> _Task brief_
The answer should be the lines from the one with "شاهد<br>شهدای باقری ۱</span>" through the final line of the entries, restated word for word.

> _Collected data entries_
--- --- ---
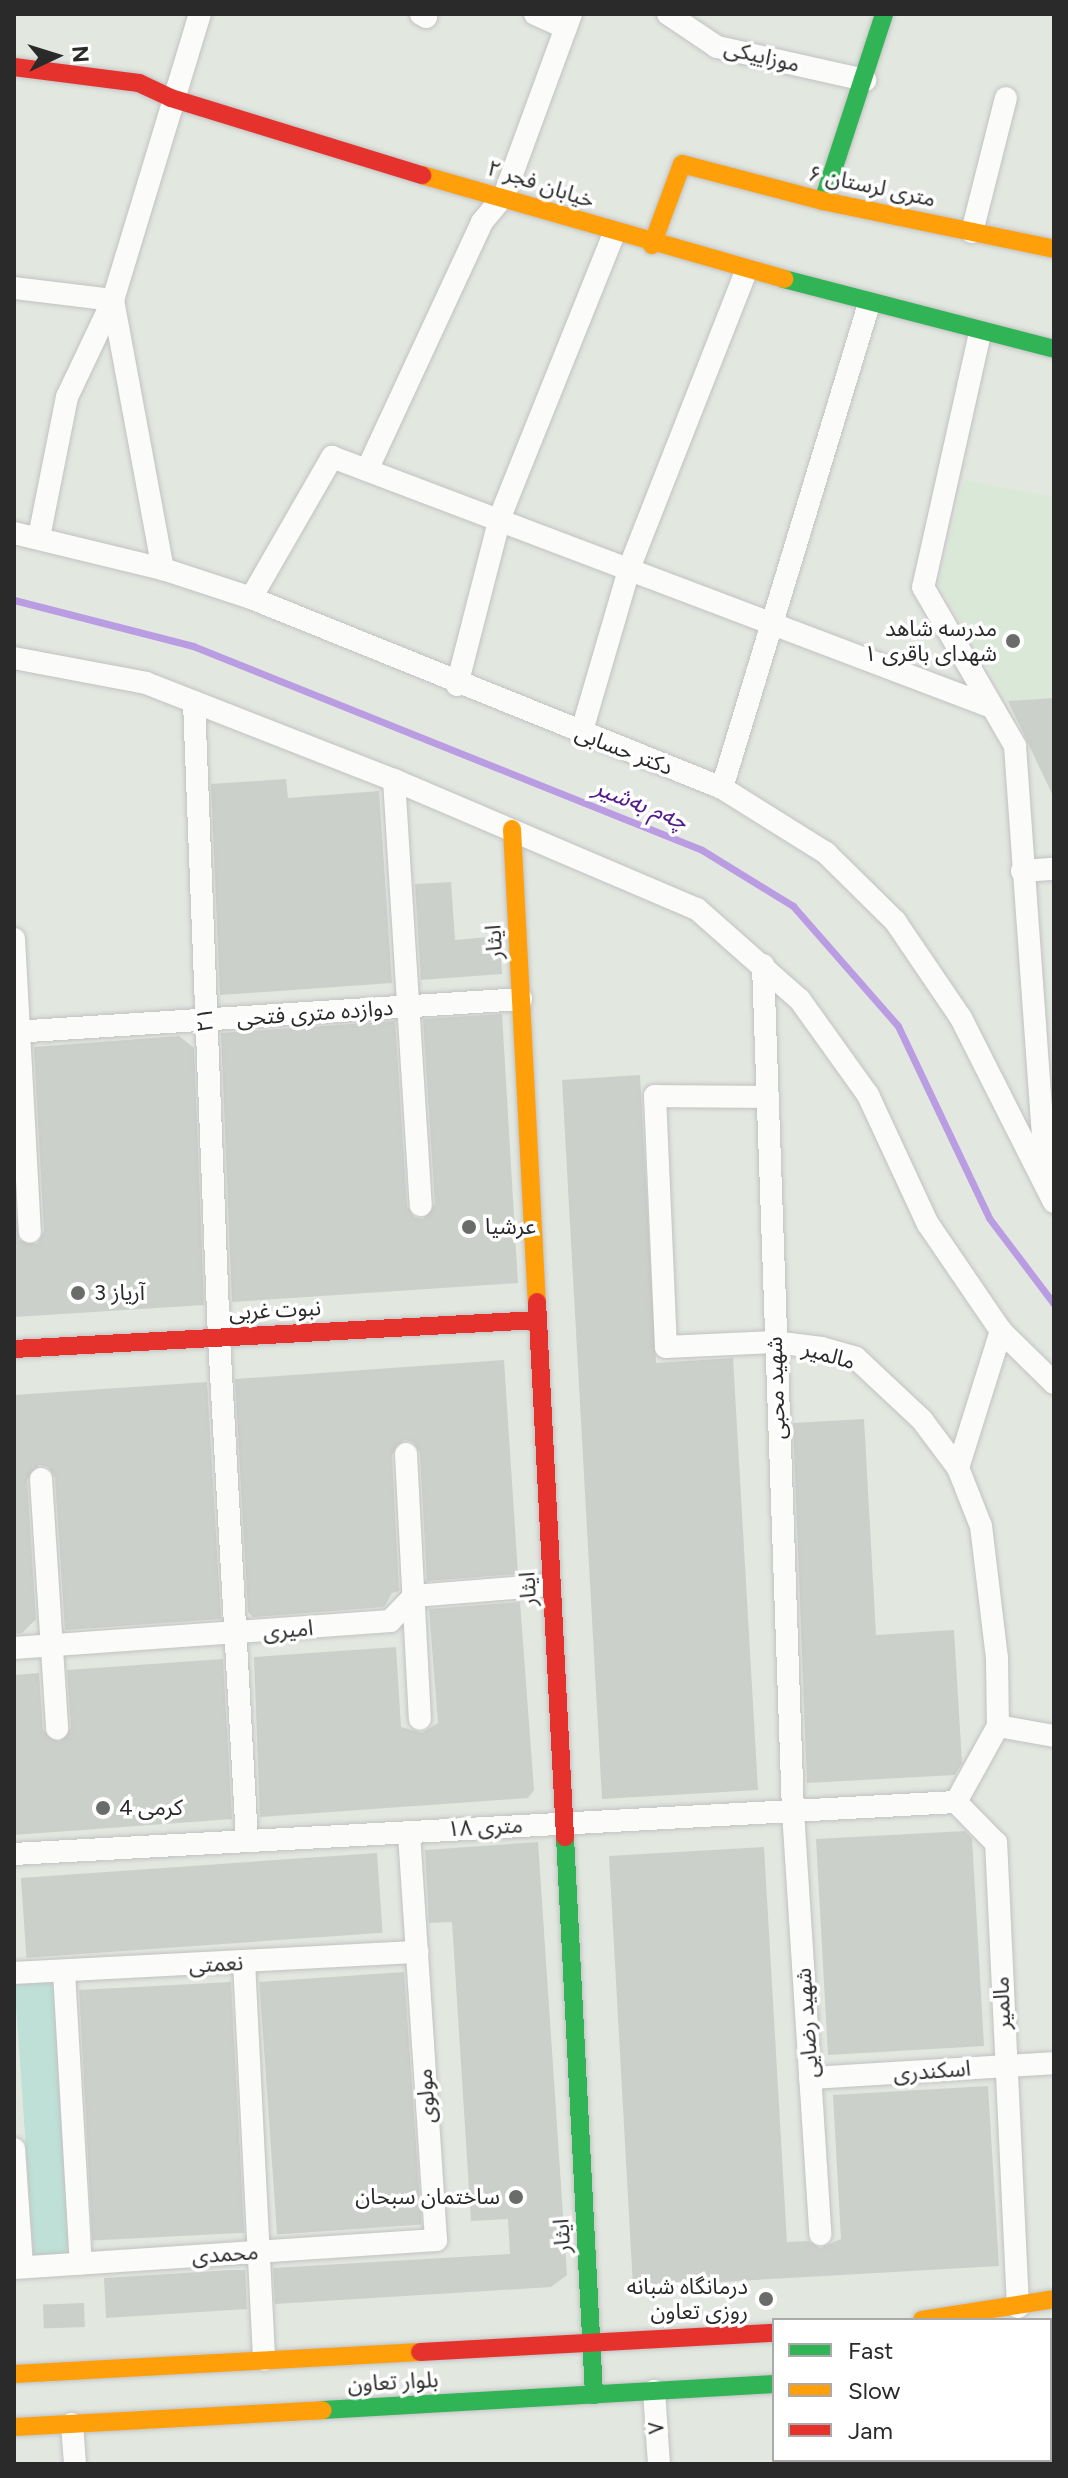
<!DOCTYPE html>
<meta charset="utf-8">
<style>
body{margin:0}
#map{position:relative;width:1068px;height:2478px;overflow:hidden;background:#e2e7e0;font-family:Figtree,"Noto Sans Arabic",sans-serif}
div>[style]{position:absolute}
.education>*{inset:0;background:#dae9d7}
.green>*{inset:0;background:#bee0d7;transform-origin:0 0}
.stream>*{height:7px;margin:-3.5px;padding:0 3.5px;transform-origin:3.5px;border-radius:3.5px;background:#b99ce1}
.building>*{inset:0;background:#ccd0cb;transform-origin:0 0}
.roads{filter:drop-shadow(0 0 2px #c2c2c1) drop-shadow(0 0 2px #c2c2c1)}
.street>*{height:22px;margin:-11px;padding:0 11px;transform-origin:11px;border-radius:11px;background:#fbfbfa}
.fast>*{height:18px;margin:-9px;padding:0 9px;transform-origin:9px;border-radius:9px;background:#30b455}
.slow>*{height:18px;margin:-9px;padding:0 9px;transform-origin:9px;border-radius:9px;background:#ff9f0a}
.jam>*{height:18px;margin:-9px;padding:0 9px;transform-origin:9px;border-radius:9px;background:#e5322d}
.dots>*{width:22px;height:22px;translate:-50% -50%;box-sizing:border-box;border:4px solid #fff;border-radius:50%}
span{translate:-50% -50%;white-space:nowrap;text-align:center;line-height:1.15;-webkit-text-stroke:7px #fff;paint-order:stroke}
.street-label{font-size:22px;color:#2a2a2a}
.poi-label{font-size:22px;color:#2a2a2a}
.right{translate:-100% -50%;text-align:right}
.left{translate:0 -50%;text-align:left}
.water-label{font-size:24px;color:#541c8b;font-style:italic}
.frame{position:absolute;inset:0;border:16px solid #2a2a2a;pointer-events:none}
.legend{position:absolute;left:772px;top:2318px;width:280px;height:144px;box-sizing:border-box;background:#fff;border:2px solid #aaa;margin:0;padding:10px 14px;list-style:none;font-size:24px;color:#2a2a2a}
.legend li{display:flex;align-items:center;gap:16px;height:40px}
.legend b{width:40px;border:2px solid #aaa}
.north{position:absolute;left:16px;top:16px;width:80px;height:80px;-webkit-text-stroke:6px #fff;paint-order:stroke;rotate:86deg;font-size:22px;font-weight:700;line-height:32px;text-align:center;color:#2a2a2a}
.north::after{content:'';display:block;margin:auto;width:28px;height:36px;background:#2a2a2a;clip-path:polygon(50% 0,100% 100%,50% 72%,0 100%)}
</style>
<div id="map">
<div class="education">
<div style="clip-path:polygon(964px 480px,1054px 497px,1054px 698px,1008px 701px,939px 584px)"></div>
</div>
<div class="green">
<div style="left:59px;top:1975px;width:281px;height:45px;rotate:86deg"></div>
</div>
<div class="stream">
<div style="left:14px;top:600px;width:185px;rotate:14.4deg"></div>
<div style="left:193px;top:646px;width:548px;rotate:21.84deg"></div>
<div style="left:702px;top:850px;width:107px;rotate:31.6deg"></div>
<div style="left:793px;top:906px;width:159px;rotate:48.8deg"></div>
<div style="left:898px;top:1026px;width:212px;rotate:64.6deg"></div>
<div style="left:989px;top:1218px;width:108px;rotate:52.9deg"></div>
</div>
<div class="building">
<div style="clip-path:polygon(1054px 698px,1054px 798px,1008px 701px)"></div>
<div style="clip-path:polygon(286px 779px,288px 798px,379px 791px,392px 983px,220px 995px,211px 784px)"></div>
<div style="clip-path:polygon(451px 882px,455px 940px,500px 936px,502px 974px,421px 980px,415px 884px)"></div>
<div style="clip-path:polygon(502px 1014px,518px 1283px,232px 1302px,221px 1033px,395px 1021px,407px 1206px,414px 1217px,423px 1219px,435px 1204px,423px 1019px)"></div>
<div style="clip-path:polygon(179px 1036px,194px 1048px,204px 1305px,14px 1317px,14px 1196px,19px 1240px,37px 1244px,44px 1231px,34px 1047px)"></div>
<div style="clip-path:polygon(640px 1075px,656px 1363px,733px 1358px,758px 1790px,602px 1799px,562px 1080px)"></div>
<div style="clip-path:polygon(504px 1360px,518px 1574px,427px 1581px,420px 1453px,413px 1442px,404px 1440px,392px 1455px,399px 1591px,392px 1593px,384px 1607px,253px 1617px,248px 1612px,235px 1379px)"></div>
<div style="clip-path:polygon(207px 1382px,221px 1619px,65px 1630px,55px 1478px,48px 1467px,39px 1465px,27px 1480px,36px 1619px,22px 1633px,14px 1634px,14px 1395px)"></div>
<div style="clip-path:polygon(864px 1419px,876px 1635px,954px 1630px,962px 1763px,955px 1775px,807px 1783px,793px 1423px)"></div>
<div style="clip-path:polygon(520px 1602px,534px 1790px,528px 1798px,260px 1817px,254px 1657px,396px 1647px,401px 1727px,422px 1733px,438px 1723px,429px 1609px)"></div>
<div style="clip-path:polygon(223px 1659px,232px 1819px,14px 1835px,14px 1675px,39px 1673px,43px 1730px,59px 1742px,71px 1728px,67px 1670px)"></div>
<div style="clip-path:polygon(965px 1831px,972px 1838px,984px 2046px,828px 2055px,816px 1839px)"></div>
<div style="clip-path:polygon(538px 1842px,567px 2275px,551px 2287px,275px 2304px,273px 2268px,510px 2254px,508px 2219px,471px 2221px,452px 1922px,429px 1923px,425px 1850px)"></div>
<div style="clip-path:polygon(764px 1847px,787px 2242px,808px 2241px,820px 2248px,841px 2239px,833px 2095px,988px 2086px,999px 2266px,633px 2287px,609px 1856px)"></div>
<div style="left:377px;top:1853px;width:80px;height:357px;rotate:86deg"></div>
<div style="left:404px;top:1972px;width:253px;height:145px;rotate:86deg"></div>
<div style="left:231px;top:1982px;width:251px;height:152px;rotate:87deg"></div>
<div style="clip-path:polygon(232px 2270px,245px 2270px,247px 2309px,106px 2318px,104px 2278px)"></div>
<div style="left:84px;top:2303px;width:24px;height:41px;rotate:88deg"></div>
</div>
<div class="roads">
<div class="street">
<div style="left:421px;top:14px;width:6px;rotate:31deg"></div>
<div style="left:535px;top:14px;width:34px;rotate:24deg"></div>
<div style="left:668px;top:14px;width:59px;rotate:34deg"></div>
<div style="left:717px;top:47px;width:152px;rotate:12.6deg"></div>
<div style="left:972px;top:232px;width:138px;rotate:-75.8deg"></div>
<div style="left:14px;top:288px;width:100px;rotate:6.9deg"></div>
<div style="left:113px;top:300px;width:274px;rotate:79.5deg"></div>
<div style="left:980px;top:333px;width:260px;rotate:102.6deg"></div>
<div style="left:923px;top:587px;width:184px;rotate:59.9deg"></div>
<div style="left:1015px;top:746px;width:431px;rotate:85.9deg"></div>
<div style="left:367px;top:470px;width:273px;rotate:-65.1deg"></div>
<div style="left:482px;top:222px;width:34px;rotate:-50deg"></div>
<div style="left:504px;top:196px;width:194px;rotate:-69.8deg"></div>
<div style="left:14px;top:533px;width:153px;rotate:13.6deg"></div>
<div style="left:163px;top:569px;width:93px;rotate:18.2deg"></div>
<div style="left:251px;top:598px;width:508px;rotate:21.97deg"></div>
<div style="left:722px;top:788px;width:123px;rotate:32deg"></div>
<div style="left:826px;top:853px;width:97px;rotate:44.6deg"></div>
<div style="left:895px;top:921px;width:117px;rotate:55.8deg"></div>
<div style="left:961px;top:1018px;width:206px;rotate:63.2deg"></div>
<div style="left:39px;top:537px;width:143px;rotate:-78.7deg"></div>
<div style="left:67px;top:397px;width:107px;rotate:-64.6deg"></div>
<div style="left:113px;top:300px;width:299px;rotate:-73.1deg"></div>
<div style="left:251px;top:598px;width:163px;rotate:-60.1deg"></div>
<div style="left:332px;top:457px;width:706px;rotate:20.75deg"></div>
<div style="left:14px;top:658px;width:134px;rotate:10.7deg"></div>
<div style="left:146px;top:683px;width:266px;rotate:21.4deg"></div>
<div style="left:394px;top:780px;width:329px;rotate:23.1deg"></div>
<div style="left:697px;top:909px;width:137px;rotate:41.5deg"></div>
<div style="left:800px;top:1000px;width:117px;rotate:54.4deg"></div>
<div style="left:868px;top:1095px;width:142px;rotate:65.1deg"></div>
<div style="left:928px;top:1224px;width:130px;rotate:55.7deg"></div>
<div style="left:1001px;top:1331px;width:74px;rotate:44.5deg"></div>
<div style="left:457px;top:685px;width:173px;rotate:-75.6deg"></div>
<div style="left:500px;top:517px;width:306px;rotate:-68.1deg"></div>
<div style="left:194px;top:702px;width:636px;rotate:87.75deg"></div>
<div style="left:219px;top:1338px;width:504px;rotate:86.81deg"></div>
<div style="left:581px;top:734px;width:175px;rotate:-73.7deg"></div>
<div style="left:630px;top:566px;width:317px;rotate:-68.5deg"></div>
<div style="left:394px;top:780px;width:426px;rotate:86.4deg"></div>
<div style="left:722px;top:788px;width:506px;rotate:-73.11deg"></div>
<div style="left:1022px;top:871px;width:32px;rotate:-4deg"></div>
<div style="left:14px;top:939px;width:293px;rotate:86.9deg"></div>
<div style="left:763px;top:965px;width:847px;rotate:87.97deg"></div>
<div style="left:793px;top:1811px;width:424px;rotate:86.3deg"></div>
<div style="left:14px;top:1032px;width:508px;rotate:-3.72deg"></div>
<div style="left:764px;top:1097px;width:109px;rotate:-179.5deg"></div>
<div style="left:655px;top:1096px;width:251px;rotate:87.5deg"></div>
<div style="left:666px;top:1347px;width:108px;rotate:-2.7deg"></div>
<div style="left:774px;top:1342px;width:48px;rotate:7.1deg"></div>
<div style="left:822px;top:1348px;width:35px;rotate:16deg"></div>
<div style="left:856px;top:1358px;width:91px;rotate:43.2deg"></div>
<div style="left:922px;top:1420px;width:60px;rotate:53.1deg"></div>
<div style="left:958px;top:1468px;width:62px;rotate:68.4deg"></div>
<div style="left:981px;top:1526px;width:133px;rotate:83.1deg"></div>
<div style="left:997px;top:1658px;width:68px;rotate:89.2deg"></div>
<div style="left:406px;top:1454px;width:265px;rotate:87deg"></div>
<div style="left:958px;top:1468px;width:144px;rotate:-72.6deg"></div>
<div style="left:41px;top:1479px;width:250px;rotate:86.3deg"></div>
<div style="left:14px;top:1648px;width:377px;rotate:-4.1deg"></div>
<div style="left:390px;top:1621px;width:35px;rotate:-46deg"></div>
<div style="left:414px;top:1596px;width:137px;rotate:-4.6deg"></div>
<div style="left:14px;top:1854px;width:943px;rotate:-3.16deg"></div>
<div style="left:244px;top:1962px;width:398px;rotate:87.1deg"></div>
<div style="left:64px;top:1972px;width:292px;rotate:86.7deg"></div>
<div style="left:14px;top:1973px;width:404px;rotate:-3deg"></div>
<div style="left:810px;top:2078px;width:244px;rotate:-3.5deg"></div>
<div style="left:14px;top:2149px;width:118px;rotate:86.1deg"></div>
<div style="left:14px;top:2268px;width:423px;rotate:-3.8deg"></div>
<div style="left:436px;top:2240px;width:409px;rotate:-93.8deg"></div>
<div style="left:1018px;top:2307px;width:465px;rotate:-92.7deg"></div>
<div style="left:996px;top:1843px;width:57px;rotate:-134.3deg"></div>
<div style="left:956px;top:1802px;width:87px;rotate:-61.1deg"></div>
<div style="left:998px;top:1726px;width:57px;rotate:10.1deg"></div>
<div style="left:654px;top:2391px;width:73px;rotate:86.1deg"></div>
<div style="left:72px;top:2424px;width:40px;rotate:85.7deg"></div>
<div style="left:859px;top:2460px;width:4px;rotate:76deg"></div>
</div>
<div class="fast">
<div style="left:823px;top:201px;width:197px;rotate:-71.9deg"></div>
<div style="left:784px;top:279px;width:279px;rotate:14.5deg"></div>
<div style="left:565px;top:1837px;width:559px;rotate:87.02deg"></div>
<div style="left:323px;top:2410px;width:452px;rotate:-3.3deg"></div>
</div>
<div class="slow">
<div style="left:422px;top:175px;width:377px;rotate:16deg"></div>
<div style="left:652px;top:245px;width:86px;rotate:-69.7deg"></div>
<div style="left:682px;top:164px;width:146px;rotate:14.7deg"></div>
<div style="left:823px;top:201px;width:236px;rotate:11.7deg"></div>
<div style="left:512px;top:829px;width:474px;rotate:87deg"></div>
<div style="left:922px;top:2320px;width:134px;rotate:-9deg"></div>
<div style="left:14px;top:2374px;width:407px;rotate:-3.1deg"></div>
<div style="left:14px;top:2427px;width:309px;rotate:-3.1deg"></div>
</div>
<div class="jam">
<div style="left:14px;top:67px;width:126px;rotate:7.3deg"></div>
<div style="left:139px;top:83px;width:35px;rotate:25deg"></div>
<div style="left:171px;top:98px;width:263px;rotate:17.1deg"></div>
<div style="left:537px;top:1302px;width:536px;rotate:87deg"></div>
<div style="left:14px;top:1349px;width:525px;rotate:-3.17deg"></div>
<div style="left:420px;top:2352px;width:355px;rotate:-3.1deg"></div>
<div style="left:1050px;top:2354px;width:4px;rotate:-14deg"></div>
</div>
</div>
<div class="dots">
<div style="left:1013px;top:641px;background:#6a6c6a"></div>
<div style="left:469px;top:1227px;background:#6a6c6a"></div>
<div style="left:78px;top:1293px;background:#6a6c6a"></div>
<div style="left:103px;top:1808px;background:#6a6c6a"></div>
<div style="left:516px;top:2197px;background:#6a6c6a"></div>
<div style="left:766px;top:2299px;background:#6a6c6a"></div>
</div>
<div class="street-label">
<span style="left:762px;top:56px;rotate:13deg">موزاییکی</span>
<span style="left:541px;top:184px;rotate:18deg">خیابان فجر ۲</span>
<span style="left:872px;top:186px;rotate:12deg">۶ متری لرستان</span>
<span style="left:624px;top:750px;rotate:21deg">دکتر حسابی</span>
<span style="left:494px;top:942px;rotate:-93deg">ایثار</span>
<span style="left:315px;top:1013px;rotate:-4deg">دوازده متری فتحی</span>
<span style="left:205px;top:1020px;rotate:-92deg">۲۱</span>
<span style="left:275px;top:1310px;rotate:-3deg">نبوت غربی</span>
<span style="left:829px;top:1355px;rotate:16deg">مالمیر</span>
<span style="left:776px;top:1388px;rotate:-92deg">شهید محبی</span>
<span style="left:528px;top:1589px;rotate:-93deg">ایثار</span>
<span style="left:288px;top:1630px;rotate:-5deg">امیری</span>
<span style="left:485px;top:1827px;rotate:-3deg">۱۸ متری</span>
<span style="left:216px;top:1964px;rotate:-3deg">نعمتی</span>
<span style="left:1002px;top:2003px;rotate:-92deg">مالمیر</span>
<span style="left:807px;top:2023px;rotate:-94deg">شهید رضایی</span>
<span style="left:932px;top:2071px;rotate:-4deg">اسکندری</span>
<span style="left:426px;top:2096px;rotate:-94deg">مولوی</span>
<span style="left:562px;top:2236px;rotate:-93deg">ایثار</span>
<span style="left:225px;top:2254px;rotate:-4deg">محمدی</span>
<span style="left:393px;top:2382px;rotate:-3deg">بلوار تعاون</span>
<span style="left:656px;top:2428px;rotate:-94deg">۷</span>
</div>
<div class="poi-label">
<span class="right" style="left:997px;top:641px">مدرسه شاهد<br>شهدای باقری ۱</span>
<span class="left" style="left:485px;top:1227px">عرشیا</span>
<span class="left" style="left:94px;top:1293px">آریاز 3</span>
<span class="left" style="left:119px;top:1808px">کرمی 4</span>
<span class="right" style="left:500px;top:2197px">ساختمان سبحان</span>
<span class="right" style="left:748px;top:2299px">درمانگاه شبانه<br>روزی تعاون</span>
</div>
<div class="water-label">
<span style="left:641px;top:804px;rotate:22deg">چەم بەشیر</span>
</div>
<div class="frame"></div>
<ul class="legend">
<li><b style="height:10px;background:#30b455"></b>Fast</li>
<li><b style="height:10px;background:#ff9f0a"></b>Slow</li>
<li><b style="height:10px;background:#e5322d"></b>Jam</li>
</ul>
<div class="north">N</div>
</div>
--- --- ---
> _Output of the task_
<span class="right" style="left:997px;top:641px">مدرسه شاهد<br>شهدای باقری ۱</span>
<span class="left" style="left:485px;top:1227px">عرشیا</span>
<span class="left" style="left:94px;top:1293px">آریاز 3</span>
<span class="left" style="left:119px;top:1808px">کرمی 4</span>
<span class="right" style="left:500px;top:2197px">ساختمان سبحان</span>
<span class="right" style="left:748px;top:2299px">درمانگاه شبانه<br>روزی تعاون</span>
</div>
<div class="water-label">
<span style="left:641px;top:804px;rotate:22deg">چەم بەشیر</span>
</div>
<div class="frame"></div>
<ul class="legend">
<li><b style="height:10px;background:#30b455"></b>Fast</li>
<li><b style="height:10px;background:#ff9f0a"></b>Slow</li>
<li><b style="height:10px;background:#e5322d"></b>Jam</li>
</ul>
<div class="north">N</div>
</div>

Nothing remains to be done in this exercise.